Frank Alvarez-Péreyre and Jean Baumgarten, eds. Linguistique des langues juives et linguistique générale. Paris: CNRS Editions, 2003. Pp. 447 (with two articles in English).
John Myhill. Language in Jewish Society: Towards a New Understanding. Clevedon-Buffalo-Toronto: Multilingual Matters Ltd., 2004. Pp. ix + 239.

David M. Bunis, ed. Languages and Literatures of Sephardic and Oriental Jews: Proceedings of the Sixth International Congress for Research on the Sephardi and Oriental Jewish Heritage. Jerusalem: The Bialik Institute and Misgav Yerushalayim, 2009. Pp. 482 (in English, Spanish, French) and 434 pages (in Hebrew).

Frank Alvarez-Péreyre and Jean Baumgarten, eds. Linguistique des langues juives et linguistique générale. Paris: CNRS Editions, 2003. Pp. 447 (with two articles in English).

John Myhill. Language in Jewish Society: Towards a New Understanding. Clevedon-Buffalo-Toronto: Multilingual Matters Ltd., 2004. Pp. ix + 239.

The three books here under review consist of two collections of studies in a number of Jewish languages and one discussion of the role of Jewish languages in Jewish societies. All three, especially the two collective works, make ample reference to Max Weinreich's Geshikhte fun der yidisher shprakh.1 The two collective works continue the tradition of comparative treatments of Jewish languages that began in the 1930s.2 [End Page 276]

The three volumes also contain numerous mentions of my article "Jewish Interlinguistics: Facts and Conceptual Framework" (Language 57 [1981]: 99–149), which was inspired by Weinreich's magnum opus. However, since 1981, I have radically altered my views on Jewish languages. In my 1981 article, I accepted Weinreich's premise that most Jewish languages were connected to each other through successive acts of language shift, leading back to colloquial Hebrew, for example, Yiddish replaced Judeo-French and Judeo-Italian which in turn replaced Judeo-Latin and Judeo-Greek, the successors of the Judeo-Aramaic and Hebrew speech communities of the biblical period. It is true that there are unique (Judeo-)Romance elements in Yiddish and a handful of Judeo-Greek elements in some Judeo-Romance languages, but these facts can reflect language contact as well as substratal influences. There is also no reason to think that the presence of a Jewish community in a single location in successive historical periods automatically implies generational links between those very communities. For example, there is no evidence that Romance-speaking Jews in pre-eighth-century Spain are the ancestors of Romance-speaking Jews in Spain in the thirteenth century. A consequence of the assertion that Jewish languages cannot be placed on an unbroken chain of language shift leading back to old colloquial Hebrew is that the Hebrew component of Jewish languages cannot provide straightforward clues to the reconstruction of old colloquial Palestinian Hebrew. I also accepted Weinreich's assumption that Jewish languages were acts of Jewish linguistic creativity intended to support the unique religion and culture of the Jews and to replace obsolete colloquial Hebrew and Judeo-Aramaic.

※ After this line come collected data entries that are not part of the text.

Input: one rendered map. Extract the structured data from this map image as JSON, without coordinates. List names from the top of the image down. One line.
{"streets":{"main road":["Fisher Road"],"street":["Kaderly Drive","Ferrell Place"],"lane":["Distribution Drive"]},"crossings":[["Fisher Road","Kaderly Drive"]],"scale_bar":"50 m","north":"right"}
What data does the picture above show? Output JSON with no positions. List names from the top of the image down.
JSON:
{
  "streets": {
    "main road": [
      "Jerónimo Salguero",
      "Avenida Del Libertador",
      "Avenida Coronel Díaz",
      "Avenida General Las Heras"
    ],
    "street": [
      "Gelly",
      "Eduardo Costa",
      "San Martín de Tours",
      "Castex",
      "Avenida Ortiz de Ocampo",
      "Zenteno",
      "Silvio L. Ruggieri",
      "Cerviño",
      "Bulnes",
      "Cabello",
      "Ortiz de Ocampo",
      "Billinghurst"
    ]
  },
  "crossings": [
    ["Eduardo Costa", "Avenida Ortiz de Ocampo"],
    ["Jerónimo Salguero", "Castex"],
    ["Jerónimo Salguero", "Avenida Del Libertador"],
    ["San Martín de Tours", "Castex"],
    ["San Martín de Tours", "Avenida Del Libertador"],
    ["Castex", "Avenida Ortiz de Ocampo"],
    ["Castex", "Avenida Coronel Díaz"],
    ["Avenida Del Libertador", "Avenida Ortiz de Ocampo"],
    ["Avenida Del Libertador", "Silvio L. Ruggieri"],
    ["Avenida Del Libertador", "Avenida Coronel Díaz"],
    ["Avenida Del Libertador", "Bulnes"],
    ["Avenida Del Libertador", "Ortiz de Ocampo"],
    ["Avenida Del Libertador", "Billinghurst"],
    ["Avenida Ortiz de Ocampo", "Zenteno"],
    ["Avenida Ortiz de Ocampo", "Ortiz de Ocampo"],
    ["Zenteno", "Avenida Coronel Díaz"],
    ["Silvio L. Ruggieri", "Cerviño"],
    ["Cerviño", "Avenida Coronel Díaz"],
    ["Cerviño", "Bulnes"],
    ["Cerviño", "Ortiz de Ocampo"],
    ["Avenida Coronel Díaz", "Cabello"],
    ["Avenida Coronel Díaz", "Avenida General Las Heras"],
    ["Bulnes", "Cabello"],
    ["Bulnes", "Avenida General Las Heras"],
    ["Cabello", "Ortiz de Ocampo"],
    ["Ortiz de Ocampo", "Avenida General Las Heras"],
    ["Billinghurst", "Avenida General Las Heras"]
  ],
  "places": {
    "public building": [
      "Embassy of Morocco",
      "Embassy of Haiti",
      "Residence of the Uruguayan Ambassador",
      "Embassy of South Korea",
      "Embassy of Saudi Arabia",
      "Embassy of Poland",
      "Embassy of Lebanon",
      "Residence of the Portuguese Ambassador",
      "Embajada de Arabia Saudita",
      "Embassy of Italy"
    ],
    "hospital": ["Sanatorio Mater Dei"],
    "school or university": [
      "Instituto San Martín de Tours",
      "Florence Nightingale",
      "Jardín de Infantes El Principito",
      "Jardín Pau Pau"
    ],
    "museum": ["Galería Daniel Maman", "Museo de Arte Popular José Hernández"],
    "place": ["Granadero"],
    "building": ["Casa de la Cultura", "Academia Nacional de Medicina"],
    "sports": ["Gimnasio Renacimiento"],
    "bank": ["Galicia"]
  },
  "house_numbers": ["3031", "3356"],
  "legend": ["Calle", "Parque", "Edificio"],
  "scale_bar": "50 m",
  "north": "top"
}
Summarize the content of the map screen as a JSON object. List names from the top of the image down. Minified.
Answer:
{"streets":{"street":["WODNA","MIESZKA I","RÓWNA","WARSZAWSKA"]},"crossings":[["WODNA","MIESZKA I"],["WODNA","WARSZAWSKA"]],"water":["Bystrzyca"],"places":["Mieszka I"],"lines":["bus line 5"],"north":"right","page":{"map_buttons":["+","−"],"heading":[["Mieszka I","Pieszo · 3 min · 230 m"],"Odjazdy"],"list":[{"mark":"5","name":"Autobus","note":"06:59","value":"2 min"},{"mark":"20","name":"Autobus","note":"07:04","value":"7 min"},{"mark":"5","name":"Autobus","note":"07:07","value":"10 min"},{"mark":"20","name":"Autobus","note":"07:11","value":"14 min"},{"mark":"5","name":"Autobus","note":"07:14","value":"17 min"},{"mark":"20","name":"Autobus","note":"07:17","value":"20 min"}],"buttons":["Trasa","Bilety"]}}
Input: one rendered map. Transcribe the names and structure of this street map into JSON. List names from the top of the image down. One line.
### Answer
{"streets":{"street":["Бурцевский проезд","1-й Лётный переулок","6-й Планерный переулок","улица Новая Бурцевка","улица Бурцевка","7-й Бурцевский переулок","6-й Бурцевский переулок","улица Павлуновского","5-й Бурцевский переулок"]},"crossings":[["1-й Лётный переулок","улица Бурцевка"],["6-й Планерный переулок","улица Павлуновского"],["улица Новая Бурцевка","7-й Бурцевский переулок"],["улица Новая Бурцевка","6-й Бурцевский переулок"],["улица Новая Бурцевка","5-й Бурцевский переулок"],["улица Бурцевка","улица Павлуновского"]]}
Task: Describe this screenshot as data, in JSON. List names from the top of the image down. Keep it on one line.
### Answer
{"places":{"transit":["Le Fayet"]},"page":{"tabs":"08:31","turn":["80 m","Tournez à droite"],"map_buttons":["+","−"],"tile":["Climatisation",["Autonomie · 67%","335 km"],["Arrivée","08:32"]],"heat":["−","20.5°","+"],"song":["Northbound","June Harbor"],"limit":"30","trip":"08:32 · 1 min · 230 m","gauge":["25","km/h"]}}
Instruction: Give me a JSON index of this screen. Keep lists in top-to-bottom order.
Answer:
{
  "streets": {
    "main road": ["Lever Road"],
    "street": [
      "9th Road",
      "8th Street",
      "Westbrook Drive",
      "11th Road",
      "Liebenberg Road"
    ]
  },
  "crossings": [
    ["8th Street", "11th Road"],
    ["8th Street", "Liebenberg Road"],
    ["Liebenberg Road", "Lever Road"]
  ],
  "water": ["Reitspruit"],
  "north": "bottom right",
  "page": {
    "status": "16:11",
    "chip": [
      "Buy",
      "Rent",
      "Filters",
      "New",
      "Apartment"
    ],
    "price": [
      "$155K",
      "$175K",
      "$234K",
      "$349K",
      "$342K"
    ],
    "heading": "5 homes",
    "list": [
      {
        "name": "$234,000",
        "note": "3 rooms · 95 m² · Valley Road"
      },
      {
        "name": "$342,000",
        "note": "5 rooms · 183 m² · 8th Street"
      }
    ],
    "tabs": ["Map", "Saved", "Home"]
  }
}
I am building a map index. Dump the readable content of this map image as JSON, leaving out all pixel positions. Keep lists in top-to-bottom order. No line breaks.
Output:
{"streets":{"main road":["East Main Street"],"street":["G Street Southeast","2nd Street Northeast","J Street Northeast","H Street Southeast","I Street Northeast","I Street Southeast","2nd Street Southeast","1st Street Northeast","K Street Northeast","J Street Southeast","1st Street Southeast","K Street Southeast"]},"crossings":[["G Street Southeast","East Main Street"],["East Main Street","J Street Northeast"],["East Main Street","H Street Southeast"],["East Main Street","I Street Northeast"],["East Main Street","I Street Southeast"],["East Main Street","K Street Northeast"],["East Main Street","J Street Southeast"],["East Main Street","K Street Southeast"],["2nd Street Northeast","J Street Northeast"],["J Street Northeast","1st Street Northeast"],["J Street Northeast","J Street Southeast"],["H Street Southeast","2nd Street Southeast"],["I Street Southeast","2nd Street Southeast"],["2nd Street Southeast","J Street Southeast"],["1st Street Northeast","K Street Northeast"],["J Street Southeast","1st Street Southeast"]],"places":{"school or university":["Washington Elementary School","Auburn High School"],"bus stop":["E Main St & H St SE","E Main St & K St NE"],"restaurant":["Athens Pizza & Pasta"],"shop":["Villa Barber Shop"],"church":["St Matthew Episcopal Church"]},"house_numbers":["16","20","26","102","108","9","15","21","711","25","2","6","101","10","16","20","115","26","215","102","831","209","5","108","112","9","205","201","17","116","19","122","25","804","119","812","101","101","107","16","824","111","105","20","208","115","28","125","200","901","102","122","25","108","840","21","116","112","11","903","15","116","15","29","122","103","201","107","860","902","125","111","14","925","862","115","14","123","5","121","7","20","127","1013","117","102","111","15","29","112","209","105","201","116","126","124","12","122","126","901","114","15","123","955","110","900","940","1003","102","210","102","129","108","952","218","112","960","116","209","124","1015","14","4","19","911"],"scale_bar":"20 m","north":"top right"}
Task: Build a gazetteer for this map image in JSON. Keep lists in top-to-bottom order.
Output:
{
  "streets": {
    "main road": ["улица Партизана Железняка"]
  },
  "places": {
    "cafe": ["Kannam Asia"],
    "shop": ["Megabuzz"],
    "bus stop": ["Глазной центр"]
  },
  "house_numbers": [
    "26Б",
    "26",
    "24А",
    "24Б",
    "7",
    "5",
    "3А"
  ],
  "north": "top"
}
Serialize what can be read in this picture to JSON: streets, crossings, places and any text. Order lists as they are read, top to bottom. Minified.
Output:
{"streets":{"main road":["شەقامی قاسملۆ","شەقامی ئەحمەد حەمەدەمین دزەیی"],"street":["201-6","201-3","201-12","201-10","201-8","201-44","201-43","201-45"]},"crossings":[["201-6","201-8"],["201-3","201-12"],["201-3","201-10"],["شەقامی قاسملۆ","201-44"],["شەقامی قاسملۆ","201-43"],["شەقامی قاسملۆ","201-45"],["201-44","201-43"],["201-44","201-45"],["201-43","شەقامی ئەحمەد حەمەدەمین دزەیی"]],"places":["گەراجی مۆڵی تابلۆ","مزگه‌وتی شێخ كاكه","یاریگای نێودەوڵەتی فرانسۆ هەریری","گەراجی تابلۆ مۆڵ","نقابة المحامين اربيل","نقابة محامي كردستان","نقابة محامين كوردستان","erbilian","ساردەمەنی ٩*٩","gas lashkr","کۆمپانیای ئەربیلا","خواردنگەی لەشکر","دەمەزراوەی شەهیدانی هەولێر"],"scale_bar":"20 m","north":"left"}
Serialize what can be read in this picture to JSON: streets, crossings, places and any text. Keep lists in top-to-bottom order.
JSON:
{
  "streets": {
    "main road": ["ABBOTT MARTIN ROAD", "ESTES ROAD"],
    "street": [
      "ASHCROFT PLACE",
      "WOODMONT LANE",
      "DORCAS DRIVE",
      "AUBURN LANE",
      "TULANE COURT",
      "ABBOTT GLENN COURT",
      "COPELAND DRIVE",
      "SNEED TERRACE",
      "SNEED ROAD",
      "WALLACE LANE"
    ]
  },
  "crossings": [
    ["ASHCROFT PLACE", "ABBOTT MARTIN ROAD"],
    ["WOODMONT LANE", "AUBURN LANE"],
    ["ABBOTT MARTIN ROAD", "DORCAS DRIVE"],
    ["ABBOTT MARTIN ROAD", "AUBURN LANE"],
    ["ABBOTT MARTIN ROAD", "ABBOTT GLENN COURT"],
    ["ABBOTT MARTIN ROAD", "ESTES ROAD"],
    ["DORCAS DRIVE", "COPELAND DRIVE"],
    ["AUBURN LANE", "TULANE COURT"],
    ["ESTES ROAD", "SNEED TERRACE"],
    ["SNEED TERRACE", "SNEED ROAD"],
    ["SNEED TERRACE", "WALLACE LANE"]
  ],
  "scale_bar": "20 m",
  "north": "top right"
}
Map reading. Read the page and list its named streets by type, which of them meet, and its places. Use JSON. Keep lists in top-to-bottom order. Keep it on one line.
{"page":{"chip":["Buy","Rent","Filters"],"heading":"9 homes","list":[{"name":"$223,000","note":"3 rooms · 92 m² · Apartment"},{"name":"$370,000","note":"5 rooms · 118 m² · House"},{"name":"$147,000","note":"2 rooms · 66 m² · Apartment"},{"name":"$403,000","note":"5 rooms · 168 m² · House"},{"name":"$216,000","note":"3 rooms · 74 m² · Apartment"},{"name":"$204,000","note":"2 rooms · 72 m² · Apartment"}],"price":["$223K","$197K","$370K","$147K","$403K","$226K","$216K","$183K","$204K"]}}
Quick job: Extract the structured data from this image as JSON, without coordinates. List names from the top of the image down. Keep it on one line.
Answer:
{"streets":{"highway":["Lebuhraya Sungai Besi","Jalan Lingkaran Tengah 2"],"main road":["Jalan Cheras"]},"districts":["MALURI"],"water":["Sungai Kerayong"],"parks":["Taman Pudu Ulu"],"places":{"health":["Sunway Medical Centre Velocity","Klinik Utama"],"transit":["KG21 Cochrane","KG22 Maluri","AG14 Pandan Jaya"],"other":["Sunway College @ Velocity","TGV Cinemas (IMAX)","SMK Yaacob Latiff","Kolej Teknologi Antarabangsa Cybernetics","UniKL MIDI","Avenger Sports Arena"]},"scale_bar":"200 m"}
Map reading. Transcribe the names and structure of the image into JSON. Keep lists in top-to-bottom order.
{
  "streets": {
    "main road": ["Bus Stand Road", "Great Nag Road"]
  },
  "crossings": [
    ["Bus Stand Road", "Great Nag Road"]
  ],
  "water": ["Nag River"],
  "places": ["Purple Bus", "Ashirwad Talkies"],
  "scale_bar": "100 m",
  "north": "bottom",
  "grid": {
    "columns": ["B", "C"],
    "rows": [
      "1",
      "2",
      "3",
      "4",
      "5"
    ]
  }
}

I now believe that the importance of an unbroken chain of language shift leading back to Hebrew was grossly exaggerated, since it emerges that most Jewish languages were created independently of preexisiting Jewish languages (e.g., Judezmo [Judeo-Spanish] arose centuries after the demise of colloquial Latin, and there are doubts about the very existence of a Judeo-Latin). Moreover, my research in Yiddish and Judezmo have convinced me that they were in fact created by recent Irano-Turko-Slavic and Berber converts to Judaism, respectively. If that is the case, then the big question is whether collective studies of "Jewish languages" have any raison d'être; if they do, what should the goal of such collective studies be?

The use of the Biblical Hebrew term ashkenaz (Scythians) as a selfdesignation of Yiddish-speaking Jews is a dramatic clue to the largely Iranian ethnic origin of the biggest Jewish community in the world, yet the historical...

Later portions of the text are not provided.